***** Data shown *****
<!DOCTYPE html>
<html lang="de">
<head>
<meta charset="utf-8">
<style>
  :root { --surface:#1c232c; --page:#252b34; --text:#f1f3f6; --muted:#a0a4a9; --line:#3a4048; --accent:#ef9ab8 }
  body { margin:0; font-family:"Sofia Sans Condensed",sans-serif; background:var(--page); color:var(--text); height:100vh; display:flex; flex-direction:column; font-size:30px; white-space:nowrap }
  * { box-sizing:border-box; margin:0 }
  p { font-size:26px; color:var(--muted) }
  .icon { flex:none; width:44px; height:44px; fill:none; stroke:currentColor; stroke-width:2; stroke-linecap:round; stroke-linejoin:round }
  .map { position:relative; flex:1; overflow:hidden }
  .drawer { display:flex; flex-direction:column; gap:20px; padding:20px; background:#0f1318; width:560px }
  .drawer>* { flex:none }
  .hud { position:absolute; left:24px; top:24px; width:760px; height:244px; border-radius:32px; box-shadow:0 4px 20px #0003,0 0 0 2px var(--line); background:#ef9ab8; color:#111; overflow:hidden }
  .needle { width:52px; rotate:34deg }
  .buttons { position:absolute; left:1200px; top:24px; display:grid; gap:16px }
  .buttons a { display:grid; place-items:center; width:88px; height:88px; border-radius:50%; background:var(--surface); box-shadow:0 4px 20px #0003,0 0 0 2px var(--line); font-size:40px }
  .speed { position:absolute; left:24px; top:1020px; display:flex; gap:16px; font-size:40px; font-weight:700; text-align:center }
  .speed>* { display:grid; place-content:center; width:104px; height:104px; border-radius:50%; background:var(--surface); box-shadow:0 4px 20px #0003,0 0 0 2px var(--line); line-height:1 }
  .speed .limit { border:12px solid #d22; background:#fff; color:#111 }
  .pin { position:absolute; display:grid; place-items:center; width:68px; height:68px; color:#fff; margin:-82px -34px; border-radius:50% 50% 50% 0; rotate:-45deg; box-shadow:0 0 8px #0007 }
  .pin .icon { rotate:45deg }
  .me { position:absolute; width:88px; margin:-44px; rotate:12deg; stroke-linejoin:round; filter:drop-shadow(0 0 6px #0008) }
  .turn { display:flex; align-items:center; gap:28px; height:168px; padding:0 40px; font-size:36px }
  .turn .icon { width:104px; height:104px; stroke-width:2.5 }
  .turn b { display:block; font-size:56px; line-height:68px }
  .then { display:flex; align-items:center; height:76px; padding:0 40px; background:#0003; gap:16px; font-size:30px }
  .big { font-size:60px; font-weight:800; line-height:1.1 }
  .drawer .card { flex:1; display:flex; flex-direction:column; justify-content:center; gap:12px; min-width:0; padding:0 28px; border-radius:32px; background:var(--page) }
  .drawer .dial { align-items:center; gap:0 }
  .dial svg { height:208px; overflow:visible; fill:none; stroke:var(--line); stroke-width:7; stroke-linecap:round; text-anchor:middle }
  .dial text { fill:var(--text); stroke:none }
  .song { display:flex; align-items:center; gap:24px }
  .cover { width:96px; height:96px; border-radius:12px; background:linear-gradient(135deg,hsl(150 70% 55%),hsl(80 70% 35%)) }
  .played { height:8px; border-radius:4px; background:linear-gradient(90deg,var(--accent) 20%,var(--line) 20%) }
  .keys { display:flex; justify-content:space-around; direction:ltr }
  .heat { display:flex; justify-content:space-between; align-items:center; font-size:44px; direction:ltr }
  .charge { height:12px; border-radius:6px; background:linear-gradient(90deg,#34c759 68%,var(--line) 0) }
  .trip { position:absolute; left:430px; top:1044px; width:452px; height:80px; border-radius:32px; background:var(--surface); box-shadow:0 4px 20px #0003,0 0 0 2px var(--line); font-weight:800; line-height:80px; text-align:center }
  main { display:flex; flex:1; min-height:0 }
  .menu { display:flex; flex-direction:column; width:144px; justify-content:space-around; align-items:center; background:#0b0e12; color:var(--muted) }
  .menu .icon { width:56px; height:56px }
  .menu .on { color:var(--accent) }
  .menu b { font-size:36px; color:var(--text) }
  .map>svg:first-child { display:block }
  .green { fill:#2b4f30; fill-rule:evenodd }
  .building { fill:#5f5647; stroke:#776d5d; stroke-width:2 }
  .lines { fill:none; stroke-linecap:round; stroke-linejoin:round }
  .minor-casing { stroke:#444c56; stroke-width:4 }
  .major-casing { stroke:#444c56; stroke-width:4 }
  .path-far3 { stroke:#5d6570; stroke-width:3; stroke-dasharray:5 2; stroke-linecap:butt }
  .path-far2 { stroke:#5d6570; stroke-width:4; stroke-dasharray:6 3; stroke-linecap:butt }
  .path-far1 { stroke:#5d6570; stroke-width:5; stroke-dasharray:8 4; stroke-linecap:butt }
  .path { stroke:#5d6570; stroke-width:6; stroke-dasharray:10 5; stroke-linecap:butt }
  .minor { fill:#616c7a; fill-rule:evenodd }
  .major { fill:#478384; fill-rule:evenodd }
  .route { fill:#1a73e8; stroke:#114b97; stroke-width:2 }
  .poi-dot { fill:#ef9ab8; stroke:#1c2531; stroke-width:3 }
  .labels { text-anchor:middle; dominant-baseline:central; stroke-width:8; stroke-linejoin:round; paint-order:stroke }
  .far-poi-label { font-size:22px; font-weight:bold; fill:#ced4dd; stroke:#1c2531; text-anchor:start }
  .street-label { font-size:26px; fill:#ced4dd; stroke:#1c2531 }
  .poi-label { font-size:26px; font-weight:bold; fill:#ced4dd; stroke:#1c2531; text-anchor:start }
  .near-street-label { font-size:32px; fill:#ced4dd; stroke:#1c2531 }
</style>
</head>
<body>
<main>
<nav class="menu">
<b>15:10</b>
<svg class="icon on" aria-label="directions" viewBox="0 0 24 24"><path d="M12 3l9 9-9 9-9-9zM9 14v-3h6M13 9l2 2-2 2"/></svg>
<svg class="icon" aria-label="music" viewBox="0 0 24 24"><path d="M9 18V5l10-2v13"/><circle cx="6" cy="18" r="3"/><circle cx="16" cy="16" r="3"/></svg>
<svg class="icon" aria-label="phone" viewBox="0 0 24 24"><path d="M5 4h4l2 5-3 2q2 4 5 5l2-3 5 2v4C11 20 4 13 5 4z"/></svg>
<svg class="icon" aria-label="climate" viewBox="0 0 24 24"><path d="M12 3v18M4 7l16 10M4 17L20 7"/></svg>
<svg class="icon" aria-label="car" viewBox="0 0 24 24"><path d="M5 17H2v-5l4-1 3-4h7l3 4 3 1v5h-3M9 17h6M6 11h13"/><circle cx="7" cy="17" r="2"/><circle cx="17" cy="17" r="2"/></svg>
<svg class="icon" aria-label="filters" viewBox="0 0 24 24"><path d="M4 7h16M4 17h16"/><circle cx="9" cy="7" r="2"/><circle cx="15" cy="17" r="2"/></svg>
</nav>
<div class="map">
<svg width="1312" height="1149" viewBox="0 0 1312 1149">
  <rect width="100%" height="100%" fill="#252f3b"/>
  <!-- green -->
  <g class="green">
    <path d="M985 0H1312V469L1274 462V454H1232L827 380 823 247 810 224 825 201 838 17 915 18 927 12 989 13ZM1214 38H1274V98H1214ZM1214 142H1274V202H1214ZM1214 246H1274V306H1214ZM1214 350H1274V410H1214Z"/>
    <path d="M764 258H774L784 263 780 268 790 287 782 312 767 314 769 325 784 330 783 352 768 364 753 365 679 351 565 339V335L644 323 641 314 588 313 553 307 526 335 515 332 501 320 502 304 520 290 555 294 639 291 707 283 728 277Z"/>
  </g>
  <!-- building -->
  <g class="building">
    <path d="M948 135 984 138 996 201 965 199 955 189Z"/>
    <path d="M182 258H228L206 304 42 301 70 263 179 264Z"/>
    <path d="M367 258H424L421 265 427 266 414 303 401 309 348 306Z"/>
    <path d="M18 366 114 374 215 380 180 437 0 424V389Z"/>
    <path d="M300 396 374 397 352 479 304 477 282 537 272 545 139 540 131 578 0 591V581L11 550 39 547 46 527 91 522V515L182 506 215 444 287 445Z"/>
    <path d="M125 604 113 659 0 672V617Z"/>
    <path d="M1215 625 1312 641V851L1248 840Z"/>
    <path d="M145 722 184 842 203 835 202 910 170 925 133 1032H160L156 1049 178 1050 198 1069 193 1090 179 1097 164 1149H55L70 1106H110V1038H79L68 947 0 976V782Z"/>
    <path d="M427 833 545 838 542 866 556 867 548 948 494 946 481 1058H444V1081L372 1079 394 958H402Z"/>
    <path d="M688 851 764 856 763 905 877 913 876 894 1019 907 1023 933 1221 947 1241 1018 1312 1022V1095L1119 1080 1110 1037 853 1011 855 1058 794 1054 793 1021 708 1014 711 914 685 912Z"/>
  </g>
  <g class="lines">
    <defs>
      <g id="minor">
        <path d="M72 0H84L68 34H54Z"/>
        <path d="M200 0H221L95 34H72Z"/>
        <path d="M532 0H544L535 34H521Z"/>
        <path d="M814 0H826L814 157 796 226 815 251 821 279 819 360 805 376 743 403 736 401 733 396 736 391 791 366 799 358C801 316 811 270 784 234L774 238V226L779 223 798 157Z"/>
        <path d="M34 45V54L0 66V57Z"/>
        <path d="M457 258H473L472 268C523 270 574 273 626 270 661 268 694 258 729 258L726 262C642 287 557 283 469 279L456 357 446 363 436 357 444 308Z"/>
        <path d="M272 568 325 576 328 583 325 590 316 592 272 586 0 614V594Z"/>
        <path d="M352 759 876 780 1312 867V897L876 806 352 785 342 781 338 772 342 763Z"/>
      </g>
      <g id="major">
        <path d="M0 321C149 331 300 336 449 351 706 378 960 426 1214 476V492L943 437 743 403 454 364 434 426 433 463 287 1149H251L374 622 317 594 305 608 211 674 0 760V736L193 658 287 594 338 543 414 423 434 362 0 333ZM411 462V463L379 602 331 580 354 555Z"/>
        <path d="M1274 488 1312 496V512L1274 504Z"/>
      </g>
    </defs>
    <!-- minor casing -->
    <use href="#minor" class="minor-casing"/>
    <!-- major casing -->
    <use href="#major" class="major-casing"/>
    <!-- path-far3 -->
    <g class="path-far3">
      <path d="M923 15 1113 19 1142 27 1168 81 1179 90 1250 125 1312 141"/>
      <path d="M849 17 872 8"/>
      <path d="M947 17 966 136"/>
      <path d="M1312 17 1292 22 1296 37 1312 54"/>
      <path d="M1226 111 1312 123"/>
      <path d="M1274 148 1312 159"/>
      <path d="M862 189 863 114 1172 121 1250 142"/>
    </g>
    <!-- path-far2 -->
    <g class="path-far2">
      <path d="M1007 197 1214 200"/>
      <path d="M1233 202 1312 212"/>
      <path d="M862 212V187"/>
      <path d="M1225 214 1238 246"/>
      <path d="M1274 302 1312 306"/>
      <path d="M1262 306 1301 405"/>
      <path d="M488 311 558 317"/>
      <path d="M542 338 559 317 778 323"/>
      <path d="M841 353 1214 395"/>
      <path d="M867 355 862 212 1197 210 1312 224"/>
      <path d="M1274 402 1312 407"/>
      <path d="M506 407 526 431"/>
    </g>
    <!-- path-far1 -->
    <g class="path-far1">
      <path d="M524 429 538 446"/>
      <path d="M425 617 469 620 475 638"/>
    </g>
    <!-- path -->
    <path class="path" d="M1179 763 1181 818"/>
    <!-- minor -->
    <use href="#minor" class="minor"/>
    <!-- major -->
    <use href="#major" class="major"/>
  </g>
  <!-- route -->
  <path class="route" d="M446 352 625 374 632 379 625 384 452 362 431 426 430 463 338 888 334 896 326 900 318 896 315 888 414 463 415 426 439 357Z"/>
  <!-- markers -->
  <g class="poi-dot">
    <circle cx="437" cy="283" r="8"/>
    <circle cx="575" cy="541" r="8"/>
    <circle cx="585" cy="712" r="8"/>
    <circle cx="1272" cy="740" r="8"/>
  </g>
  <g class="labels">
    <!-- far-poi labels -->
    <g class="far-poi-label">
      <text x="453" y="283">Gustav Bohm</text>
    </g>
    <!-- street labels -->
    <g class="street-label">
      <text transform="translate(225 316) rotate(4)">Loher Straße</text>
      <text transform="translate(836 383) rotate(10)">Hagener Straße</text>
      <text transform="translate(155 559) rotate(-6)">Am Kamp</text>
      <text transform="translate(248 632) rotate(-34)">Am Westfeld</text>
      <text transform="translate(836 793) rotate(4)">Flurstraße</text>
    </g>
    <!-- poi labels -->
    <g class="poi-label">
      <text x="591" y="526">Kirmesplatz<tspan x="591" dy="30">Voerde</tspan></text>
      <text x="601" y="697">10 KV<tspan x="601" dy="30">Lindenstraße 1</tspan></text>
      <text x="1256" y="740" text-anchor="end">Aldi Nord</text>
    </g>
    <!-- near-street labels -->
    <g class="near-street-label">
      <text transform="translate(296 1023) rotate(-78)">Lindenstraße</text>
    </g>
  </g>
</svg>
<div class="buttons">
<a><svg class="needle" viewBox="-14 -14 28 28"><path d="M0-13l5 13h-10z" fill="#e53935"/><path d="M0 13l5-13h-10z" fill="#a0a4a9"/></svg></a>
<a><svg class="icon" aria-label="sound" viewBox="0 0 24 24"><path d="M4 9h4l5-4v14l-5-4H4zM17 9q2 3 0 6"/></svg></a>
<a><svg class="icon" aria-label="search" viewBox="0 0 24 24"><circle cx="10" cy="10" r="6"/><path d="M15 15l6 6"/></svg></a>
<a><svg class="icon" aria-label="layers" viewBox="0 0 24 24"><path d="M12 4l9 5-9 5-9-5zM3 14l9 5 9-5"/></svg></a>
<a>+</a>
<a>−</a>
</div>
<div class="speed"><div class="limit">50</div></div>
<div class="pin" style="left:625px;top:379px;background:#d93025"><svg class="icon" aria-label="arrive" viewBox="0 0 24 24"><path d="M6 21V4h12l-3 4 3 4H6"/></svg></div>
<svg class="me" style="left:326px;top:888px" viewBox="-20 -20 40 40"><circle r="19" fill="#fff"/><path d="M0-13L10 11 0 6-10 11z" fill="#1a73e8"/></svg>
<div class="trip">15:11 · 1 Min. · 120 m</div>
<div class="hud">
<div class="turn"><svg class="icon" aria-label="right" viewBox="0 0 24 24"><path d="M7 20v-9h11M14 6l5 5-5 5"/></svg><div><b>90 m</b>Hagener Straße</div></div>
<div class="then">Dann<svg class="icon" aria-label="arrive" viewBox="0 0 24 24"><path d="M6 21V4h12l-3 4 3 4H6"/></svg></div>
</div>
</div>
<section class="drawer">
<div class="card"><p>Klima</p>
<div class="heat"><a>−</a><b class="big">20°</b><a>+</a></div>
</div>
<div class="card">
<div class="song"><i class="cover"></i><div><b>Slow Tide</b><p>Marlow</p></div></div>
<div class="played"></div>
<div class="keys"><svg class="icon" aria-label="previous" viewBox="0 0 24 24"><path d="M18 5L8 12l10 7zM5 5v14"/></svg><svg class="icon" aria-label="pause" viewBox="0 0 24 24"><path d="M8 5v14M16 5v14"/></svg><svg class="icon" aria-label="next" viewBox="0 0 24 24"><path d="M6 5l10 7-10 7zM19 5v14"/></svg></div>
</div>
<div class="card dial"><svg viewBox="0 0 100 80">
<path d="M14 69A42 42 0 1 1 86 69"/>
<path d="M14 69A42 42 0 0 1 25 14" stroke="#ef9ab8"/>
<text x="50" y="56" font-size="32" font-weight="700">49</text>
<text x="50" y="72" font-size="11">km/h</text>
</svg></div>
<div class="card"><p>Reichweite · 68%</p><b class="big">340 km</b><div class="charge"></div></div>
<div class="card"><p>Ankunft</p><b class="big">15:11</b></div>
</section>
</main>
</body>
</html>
*****
#### Aim of the task
Using the entries above, copy out all lines that contain the string "menu".

#### Response
  .menu { display:flex; flex-direction:column; width:144px; justify-content:space-around; align-items:center; background:#0b0e12; color:var(--muted) }
  .menu .icon { width:56px; height:56px }
  .menu .on { color:var(--accent) }
  .menu b { font-size:36px; color:var(--text) }
<nav class="menu">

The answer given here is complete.